__What you will do__. Please write out exactly the lines of the data below from the line holding "margin:0; padding:0; list-style:none" through the line holding "font-size:13px; font-weight:400; color:var(--muted)", and leave out the rest.

__Data listing__.
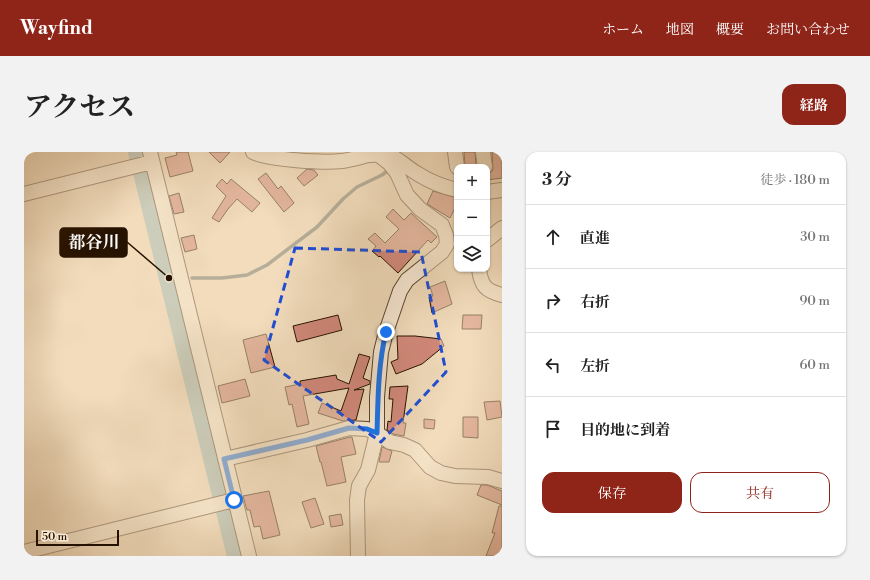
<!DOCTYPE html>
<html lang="ja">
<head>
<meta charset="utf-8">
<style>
  :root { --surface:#fff; --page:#f2f2f2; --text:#222; --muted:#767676; --line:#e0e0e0; --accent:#8f2418 }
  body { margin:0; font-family:"Libre Bodoni","Noto Serif JP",serif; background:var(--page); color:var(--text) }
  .controls { position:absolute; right:12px; top:12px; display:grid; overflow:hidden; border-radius:8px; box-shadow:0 1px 3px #0004 }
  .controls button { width:36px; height:36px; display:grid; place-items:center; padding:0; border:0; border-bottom:1px solid var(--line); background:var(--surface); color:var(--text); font:20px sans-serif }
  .scale { position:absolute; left:12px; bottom:10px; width:83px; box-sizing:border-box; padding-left:4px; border:2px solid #261200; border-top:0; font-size:11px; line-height:14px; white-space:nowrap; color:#261200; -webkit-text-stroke:3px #f7e8d3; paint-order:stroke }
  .stop { position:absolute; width:12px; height:12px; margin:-9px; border:3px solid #1a73e8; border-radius:50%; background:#fff }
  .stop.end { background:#1a73e8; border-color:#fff; box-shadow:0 1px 4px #0008 }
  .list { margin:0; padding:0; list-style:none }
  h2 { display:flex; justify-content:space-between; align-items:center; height:52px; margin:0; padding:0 16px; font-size:17px }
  h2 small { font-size:13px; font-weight:400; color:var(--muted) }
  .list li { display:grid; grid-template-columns:26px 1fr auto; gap:12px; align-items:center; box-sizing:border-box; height:64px; padding:0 16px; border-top:1px solid var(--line) }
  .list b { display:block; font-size:15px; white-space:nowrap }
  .list em { font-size:13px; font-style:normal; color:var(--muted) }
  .actions { display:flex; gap:8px; padding:12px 16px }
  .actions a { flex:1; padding:9px 0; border:1px solid var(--accent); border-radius:12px; text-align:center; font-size:14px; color:var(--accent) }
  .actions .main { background:var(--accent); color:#fff }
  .icon { flex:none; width:22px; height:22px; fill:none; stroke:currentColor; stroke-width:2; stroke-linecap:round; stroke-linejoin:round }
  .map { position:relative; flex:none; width:478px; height:404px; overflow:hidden; border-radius:12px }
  header { display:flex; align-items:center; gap:24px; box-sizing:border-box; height:56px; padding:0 20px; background:var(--accent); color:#fff }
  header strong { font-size:19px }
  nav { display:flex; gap:22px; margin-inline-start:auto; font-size:14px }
  .intro { display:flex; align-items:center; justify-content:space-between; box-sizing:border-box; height:96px; padding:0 24px }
  h1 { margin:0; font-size:28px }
  .button { padding:10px 18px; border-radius:12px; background:var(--accent); color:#fff; font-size:14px; font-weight:700 }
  main { display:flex; gap:24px; padding:0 24px }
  aside { flex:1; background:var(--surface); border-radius:12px; box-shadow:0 1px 3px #0004 }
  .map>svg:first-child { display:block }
</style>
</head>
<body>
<header>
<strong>Wayfind</strong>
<nav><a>ホーム</a><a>地図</a><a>概要</a><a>お問い合わせ</a></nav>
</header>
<div class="intro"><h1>アクセス</h1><a class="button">経路</a></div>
<main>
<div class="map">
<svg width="478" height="404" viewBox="0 0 478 404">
  <rect width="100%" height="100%" fill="#f2dcbc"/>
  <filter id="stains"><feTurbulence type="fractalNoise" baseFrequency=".005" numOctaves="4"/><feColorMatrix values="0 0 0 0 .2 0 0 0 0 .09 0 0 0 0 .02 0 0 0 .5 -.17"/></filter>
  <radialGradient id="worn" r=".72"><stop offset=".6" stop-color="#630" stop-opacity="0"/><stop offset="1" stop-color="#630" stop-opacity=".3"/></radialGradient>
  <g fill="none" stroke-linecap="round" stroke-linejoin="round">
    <path stroke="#6d776f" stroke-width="3.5" d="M 168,126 L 198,126 L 223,123 L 243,113 L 293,75 L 319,47 L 333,35 L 358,23 L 366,17"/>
    <path stroke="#9dbab9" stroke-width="20" d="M 114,0 L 213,404"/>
  </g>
  <path fill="#d2897b" stroke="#261200" d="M 152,0 L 164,0 L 169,19 L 146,25 L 141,6 L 153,3 Z
    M 185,0 L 206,0 L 196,11 Z
    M 440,0 L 451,0 L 452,15 L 441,15 Z
    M 468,0 L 478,0 L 478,26 L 463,28 L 463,23 L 466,21 L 469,18 Z
    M 283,17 L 290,18 L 294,23 L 280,34 L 273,26 Z
    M 242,21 L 254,37 L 257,34 L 270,51 L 260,60 L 234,27 Z
    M 198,27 L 203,32 L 207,27 L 236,51 L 228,60 L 213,47 L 204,57 L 195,70 L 188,66 L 202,44 L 192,34 Z
    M 409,39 L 433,46 L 433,52 L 426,66 L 403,52 Z
    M 155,41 L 160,60 L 150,62 L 145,44 Z
    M 369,57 L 380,68 L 387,61 L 413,85 L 407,91 L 404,88 L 374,121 L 356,104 L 355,105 L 348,99 L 352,94 L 344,87 L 351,81 L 361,91 L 375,77 L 362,65 Z
    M 170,83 L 173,97 L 161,100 L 157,86 Z
    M 421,129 L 428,152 L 408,161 L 405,145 L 409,144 L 406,135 Z
    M 314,163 L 318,178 L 273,190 L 269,174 Z
    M 439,163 L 458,163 L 457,177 L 438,177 Z
    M 242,182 L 251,215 L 227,221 L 219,188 Z
    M 373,184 L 391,184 L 417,187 L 420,194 L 398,212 L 372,222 L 367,210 L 374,207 Z
    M 335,202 L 346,205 L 339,226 L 346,229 L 346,232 L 330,238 L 340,237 L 332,268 L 319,269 L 294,261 L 298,251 L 317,259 L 325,236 L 279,244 L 285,272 L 273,275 L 268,252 L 265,253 L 261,235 L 276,232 L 276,229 L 312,223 L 313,227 L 325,232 Z
    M 221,227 L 226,244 L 198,251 L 194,234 Z
    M 384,234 L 379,271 L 382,271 L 380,284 L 369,282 L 363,278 L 364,269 L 367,270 L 369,247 L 365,247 L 366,235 Z
    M 476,249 L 478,265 L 463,268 L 460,250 Z
    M 439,265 L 454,265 L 454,286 L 439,285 Z
    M 400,267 L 411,268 L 410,277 L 400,276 Z
    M 326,285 L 328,285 L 332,302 L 317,305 L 322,330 L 303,334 L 297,310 L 296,310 L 292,294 Z
    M 358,295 L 368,299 L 365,310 L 355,310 Z
    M 457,333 L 463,333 L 478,339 L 478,353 L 453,343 Z
    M 245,339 L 256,383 L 239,387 L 236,374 L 230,375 L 226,358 L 223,358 L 219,344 Z
    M 291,346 L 300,372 L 287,376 L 278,350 Z
    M 475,354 L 478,354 L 478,404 L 462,404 L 471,381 L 468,381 Z
    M 317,362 L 319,373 L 307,375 L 305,364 Z"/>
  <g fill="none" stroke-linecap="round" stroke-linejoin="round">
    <g stroke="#59442f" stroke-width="16">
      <path id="minor" d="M 126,0 L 225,404
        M 229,0 C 245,8 300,11 318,9 C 327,8 336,5 345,3 C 352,2 356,4 362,1 C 374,6 383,16 394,22 C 405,29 420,35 433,38
        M 431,0 L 433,15
        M 459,0 L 461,15
        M 463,40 L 478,38
        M 0,42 L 128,10
        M 463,88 L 478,76
        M 455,117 C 457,134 462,139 478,143
        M 201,307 L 283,288 L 325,276 L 343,277 L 353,281 L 366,290 L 380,293 L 391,298 L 406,315 L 417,321 L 431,324 L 464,325 L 478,329
        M 0,400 L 210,348
        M 334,404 L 333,348 L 335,334 L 344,318 L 353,281 L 353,245 L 357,200 L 362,180 L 376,139 L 383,128 L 418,100 L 423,92 L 422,83 L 418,73 L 396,57 L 383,43 L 373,21 L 365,11 L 356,4"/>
    </g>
    <use href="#minor" stroke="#f7e8d3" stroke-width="14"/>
  </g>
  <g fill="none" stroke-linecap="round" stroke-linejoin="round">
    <path stroke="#1a73e8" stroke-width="5" d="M 210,348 L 200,307 L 283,288 L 325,276 L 343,277 L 353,281 C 354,247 354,213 362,180"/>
  </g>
  <path d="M0 0H478V404H0ZM 271,96 L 397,100 L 422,220 L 357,290 L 240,208 Z" fill="#f2dcbc" fill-opacity=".55" fill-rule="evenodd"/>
  <path fill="none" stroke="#1d4ed8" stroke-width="3" stroke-dasharray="8 5" stroke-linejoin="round" d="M 271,96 L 397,100 L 422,220 L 357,290 L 240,208 Z"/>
  <path fill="none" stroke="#261200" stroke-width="1.5" d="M145 126L103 90"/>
  <circle fill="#261200" stroke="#f7e8d3" stroke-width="1.5" cx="145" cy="126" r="4"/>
  <rect fill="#261200" stroke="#261200" stroke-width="1.5" x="36" y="76" width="67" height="29" rx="4"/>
  <g font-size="17" text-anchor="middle" font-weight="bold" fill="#fff">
    <text x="70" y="96">都谷川</text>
  </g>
  <rect width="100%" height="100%" filter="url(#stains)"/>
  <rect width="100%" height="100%" fill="url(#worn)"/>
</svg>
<div class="controls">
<button>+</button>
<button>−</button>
<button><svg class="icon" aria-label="layers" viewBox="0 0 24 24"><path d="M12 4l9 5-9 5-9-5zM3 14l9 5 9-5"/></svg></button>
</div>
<div class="scale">50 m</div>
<div class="stop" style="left:210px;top:348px"></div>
<div class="stop end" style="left:362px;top:180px"></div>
</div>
<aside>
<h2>3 分<small>徒歩 · 180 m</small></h2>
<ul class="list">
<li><svg class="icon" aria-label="ahead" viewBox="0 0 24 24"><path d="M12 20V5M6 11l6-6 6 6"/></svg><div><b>直進</b></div><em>30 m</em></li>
<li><svg class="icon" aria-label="right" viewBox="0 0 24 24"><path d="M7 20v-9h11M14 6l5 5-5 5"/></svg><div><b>右折</b></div><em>90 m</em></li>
<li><svg class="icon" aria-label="left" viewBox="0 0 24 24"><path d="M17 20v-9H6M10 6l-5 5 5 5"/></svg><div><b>左折</b></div><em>60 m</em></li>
<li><svg class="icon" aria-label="arrive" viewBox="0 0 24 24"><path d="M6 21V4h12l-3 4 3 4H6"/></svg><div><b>目的地に到着</b></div></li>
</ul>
<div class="actions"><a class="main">保存</a><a>共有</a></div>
</aside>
</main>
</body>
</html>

__Solved exercise__.
  .list { margin:0; padding:0; list-style:none }
  h2 { display:flex; justify-content:space-between; align-items:center; height:52px; margin:0; padding:0 16px; font-size:17px }
  h2 small { font-size:13px; font-weight:400; color:var(--muted) }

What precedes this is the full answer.